Mas, matamu itu, berhentilah menatapku seperti itu, tatapan yang langsung menghujam ke jantungku, menghentikan sejenak detak nadiku dan memporak porandakan kesadaranku. Mas, bagaimana kalau kucungkil saja kedua bola matamu itu lalu aku pakai sebagai hiasan di ruang tamu rumahku.
Mas, berhentilah menggodaku dengan sungging senyum di sudut bibirmu. Aku takut jika akalku mulai hilang lalu tanpa malu melumat bibirmu di depan kekasihmu yang pencemburu itu. Setidaknya dia akan menuduhmu tukang selingkuh, menampar wajahmu lalu pergi setelah meninggalkan bekas luka membiru.
Mas, jauhkan tanganmu dari pundakku, aku malu. Aku malu jika engkau sampai tahu kalau aku tengah menikmati sentuhan sentuhanmu itu.
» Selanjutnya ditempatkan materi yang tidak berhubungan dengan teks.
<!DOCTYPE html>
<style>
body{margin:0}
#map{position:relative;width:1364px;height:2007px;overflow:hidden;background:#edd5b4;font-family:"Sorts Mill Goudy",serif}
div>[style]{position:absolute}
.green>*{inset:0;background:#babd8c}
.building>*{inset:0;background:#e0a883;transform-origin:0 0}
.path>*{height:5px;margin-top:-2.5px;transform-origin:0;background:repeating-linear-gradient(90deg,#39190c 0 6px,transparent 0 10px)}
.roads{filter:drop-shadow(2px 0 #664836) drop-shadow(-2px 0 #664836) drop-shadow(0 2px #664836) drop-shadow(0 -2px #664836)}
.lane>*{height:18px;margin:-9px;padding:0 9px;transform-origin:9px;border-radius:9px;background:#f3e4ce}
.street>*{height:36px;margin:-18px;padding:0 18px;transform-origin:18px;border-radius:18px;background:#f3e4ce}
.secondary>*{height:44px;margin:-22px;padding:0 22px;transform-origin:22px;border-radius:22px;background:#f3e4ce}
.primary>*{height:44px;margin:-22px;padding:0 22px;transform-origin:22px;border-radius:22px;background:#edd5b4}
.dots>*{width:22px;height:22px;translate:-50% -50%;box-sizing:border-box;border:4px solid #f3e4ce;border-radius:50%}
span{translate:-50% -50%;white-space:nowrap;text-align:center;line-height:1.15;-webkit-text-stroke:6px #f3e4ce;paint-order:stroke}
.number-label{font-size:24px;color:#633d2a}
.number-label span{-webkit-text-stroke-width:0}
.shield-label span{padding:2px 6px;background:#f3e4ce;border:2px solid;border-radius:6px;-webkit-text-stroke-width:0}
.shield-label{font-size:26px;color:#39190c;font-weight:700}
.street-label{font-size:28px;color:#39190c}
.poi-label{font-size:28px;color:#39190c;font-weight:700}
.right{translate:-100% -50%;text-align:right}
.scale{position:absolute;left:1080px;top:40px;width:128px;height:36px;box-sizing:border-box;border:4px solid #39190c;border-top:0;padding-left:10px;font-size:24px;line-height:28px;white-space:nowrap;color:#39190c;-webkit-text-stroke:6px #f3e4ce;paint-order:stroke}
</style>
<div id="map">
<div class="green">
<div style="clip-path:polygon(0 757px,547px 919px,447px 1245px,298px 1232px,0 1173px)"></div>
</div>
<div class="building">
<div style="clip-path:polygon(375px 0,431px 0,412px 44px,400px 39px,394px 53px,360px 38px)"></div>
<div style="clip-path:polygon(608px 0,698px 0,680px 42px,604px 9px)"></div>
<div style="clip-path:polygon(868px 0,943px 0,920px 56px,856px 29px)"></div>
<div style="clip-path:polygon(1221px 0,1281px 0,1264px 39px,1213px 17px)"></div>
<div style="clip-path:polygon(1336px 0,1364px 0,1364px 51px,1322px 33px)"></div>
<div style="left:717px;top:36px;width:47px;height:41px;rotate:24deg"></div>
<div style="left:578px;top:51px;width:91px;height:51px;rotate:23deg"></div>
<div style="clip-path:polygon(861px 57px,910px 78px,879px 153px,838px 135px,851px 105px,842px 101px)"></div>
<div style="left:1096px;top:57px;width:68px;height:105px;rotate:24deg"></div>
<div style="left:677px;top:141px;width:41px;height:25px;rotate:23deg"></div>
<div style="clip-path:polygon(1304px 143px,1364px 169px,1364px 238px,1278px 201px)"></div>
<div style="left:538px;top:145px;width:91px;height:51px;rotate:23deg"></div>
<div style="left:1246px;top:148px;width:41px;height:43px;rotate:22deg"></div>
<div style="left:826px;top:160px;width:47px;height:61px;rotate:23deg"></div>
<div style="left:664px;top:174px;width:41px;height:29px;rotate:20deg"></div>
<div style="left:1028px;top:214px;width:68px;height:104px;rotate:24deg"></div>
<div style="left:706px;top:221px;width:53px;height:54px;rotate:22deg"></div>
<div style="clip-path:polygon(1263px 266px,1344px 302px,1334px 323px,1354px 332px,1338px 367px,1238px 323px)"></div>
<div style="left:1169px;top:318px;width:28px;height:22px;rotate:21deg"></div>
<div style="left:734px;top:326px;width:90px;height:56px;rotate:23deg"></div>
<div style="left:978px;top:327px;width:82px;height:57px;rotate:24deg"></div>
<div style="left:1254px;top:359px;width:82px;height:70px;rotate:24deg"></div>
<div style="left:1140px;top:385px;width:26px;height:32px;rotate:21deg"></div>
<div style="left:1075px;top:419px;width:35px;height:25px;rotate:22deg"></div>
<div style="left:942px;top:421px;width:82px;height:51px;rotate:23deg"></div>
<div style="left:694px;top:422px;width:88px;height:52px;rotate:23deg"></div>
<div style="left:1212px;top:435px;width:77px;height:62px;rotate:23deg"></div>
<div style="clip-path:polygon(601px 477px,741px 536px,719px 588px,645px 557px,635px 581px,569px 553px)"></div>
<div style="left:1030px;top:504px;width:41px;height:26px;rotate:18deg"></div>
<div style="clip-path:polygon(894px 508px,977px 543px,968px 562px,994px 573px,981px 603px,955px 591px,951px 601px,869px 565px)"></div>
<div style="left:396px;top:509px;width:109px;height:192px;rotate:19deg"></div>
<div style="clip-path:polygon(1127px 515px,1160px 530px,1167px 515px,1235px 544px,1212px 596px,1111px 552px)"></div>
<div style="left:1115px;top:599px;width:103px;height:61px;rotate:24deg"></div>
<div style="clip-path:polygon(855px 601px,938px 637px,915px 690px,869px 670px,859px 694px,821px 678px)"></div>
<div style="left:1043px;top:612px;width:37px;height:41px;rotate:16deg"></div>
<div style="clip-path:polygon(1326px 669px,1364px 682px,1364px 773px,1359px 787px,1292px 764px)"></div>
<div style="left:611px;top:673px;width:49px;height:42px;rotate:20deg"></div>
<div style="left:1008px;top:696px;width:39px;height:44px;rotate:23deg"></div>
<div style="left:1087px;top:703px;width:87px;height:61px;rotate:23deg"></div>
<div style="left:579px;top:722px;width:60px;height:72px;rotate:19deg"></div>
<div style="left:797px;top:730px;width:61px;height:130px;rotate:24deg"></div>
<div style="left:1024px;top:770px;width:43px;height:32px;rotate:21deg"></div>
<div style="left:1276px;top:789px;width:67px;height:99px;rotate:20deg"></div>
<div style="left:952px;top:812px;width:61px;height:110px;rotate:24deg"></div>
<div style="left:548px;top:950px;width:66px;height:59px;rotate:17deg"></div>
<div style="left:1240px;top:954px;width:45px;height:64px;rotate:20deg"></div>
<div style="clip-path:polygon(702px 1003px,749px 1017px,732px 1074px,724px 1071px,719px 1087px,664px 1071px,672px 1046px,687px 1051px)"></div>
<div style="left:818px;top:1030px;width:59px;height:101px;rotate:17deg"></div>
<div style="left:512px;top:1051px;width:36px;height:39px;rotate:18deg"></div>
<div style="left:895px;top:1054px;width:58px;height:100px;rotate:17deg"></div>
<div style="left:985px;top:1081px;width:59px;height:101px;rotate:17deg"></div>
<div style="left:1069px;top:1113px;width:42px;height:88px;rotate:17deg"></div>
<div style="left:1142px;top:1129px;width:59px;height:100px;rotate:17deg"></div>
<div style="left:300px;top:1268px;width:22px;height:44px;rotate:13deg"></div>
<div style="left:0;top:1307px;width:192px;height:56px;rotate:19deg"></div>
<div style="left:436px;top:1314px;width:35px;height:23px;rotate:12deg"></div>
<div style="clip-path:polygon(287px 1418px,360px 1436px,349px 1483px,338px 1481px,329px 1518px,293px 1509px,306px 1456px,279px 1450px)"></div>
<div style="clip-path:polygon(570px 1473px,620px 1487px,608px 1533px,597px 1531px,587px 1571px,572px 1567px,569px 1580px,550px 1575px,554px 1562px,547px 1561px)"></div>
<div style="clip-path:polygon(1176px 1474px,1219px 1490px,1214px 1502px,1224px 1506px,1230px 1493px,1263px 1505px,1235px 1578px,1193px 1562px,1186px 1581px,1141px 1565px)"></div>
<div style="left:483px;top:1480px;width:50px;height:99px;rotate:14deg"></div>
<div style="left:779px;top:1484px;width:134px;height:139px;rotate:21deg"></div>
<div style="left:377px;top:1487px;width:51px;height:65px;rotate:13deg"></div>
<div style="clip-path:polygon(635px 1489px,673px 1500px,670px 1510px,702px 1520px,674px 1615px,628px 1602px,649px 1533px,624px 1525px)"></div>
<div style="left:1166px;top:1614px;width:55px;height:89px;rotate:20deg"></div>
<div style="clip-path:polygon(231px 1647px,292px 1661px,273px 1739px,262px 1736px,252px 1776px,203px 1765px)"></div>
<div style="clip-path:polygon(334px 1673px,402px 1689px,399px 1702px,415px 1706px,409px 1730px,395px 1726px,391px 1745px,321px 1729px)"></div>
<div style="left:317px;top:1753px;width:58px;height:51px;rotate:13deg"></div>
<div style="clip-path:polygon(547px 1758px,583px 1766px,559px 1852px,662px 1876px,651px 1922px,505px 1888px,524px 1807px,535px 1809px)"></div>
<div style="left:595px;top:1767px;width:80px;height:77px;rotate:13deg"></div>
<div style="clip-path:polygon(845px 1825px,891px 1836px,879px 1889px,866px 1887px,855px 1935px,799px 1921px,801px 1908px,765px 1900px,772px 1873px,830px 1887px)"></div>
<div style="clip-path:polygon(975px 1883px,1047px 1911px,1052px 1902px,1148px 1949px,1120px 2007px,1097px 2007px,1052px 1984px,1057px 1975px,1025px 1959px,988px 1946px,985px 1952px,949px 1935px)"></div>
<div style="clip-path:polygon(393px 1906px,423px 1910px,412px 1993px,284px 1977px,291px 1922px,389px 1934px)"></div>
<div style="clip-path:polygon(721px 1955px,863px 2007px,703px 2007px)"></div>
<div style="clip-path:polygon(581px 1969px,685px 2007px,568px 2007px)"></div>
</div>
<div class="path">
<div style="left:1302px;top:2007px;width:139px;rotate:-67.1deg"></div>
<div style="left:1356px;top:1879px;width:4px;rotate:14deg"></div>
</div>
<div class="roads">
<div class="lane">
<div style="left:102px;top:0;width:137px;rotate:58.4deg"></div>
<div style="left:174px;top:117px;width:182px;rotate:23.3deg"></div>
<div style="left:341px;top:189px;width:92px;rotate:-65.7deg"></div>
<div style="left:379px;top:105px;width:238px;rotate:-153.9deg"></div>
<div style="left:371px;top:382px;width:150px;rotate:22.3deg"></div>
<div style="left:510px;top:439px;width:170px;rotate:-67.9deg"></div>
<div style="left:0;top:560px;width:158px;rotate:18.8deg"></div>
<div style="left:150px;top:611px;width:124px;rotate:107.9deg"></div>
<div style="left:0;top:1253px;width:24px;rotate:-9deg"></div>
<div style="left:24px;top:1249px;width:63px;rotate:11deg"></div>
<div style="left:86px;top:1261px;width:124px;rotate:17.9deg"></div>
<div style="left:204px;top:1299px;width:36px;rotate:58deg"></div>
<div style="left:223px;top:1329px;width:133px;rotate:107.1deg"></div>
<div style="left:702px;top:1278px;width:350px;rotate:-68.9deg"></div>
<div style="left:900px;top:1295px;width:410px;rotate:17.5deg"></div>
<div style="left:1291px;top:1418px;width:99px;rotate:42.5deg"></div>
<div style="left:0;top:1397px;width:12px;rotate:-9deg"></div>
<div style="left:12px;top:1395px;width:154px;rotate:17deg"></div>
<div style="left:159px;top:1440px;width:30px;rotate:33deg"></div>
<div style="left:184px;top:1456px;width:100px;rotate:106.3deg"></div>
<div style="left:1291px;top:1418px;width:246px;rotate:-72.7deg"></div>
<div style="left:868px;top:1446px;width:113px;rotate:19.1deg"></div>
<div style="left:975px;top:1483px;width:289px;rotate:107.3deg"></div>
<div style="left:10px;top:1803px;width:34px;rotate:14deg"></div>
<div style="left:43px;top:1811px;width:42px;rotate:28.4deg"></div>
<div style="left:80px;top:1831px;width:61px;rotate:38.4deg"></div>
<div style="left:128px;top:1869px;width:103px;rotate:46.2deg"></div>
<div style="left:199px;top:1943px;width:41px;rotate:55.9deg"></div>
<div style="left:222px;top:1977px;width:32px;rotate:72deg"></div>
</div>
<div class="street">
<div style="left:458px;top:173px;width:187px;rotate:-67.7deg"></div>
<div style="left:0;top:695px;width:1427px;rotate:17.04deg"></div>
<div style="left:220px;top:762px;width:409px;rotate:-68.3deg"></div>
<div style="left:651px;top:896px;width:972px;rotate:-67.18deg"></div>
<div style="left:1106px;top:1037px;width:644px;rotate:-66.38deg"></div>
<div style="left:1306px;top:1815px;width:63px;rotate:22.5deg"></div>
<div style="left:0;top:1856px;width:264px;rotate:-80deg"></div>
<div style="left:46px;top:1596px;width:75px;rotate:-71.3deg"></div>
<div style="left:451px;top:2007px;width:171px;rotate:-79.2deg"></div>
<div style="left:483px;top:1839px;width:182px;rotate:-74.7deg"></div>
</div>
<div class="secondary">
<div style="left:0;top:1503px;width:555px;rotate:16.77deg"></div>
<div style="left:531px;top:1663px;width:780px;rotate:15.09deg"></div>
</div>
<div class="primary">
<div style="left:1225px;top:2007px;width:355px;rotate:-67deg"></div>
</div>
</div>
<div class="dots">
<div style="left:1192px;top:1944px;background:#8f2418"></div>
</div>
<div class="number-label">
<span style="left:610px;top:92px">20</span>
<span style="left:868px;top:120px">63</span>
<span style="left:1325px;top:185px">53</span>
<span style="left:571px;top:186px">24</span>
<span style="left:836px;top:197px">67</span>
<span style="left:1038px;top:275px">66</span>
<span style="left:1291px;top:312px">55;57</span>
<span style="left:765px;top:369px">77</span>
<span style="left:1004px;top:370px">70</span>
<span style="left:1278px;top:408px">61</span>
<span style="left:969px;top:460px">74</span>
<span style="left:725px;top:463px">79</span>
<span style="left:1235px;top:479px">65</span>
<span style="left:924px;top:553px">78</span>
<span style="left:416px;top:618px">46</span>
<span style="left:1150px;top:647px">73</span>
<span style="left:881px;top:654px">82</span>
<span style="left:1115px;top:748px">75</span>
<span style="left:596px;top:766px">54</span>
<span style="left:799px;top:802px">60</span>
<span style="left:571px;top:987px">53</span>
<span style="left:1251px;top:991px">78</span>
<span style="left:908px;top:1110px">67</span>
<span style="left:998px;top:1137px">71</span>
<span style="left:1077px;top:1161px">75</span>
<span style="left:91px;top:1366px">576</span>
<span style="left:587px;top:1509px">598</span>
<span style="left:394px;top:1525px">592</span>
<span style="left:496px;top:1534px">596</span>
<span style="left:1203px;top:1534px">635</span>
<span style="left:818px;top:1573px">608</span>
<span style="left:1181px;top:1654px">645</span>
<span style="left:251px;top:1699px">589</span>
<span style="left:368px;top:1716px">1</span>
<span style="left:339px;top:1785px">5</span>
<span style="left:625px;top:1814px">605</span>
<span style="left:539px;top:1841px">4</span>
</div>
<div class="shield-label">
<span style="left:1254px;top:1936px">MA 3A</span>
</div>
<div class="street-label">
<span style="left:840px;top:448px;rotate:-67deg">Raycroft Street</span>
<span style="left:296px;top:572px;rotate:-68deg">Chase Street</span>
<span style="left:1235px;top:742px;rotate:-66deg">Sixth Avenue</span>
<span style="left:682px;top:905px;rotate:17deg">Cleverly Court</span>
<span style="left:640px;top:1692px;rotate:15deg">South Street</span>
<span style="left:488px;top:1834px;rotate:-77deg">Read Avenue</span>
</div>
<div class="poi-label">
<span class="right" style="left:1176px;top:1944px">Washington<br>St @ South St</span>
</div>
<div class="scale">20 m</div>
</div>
Aku malu jika hasratku menggerakkan jari jemariku untuk menjelajah kekar tubuhmu.Â
Mas, menjauhlah dariku, bawa pergi segala pesona yang membuatku hampir gila. Bawa juga hembusan nafasmu di telinga yang membuatku mengatupkan mata dan memaksa mulutku terbuka. Pergilah Mas, pergilah sebelum engkau benar benar membuatku jatuh cinta.
Karena engkau lelaki, dan aku wanita.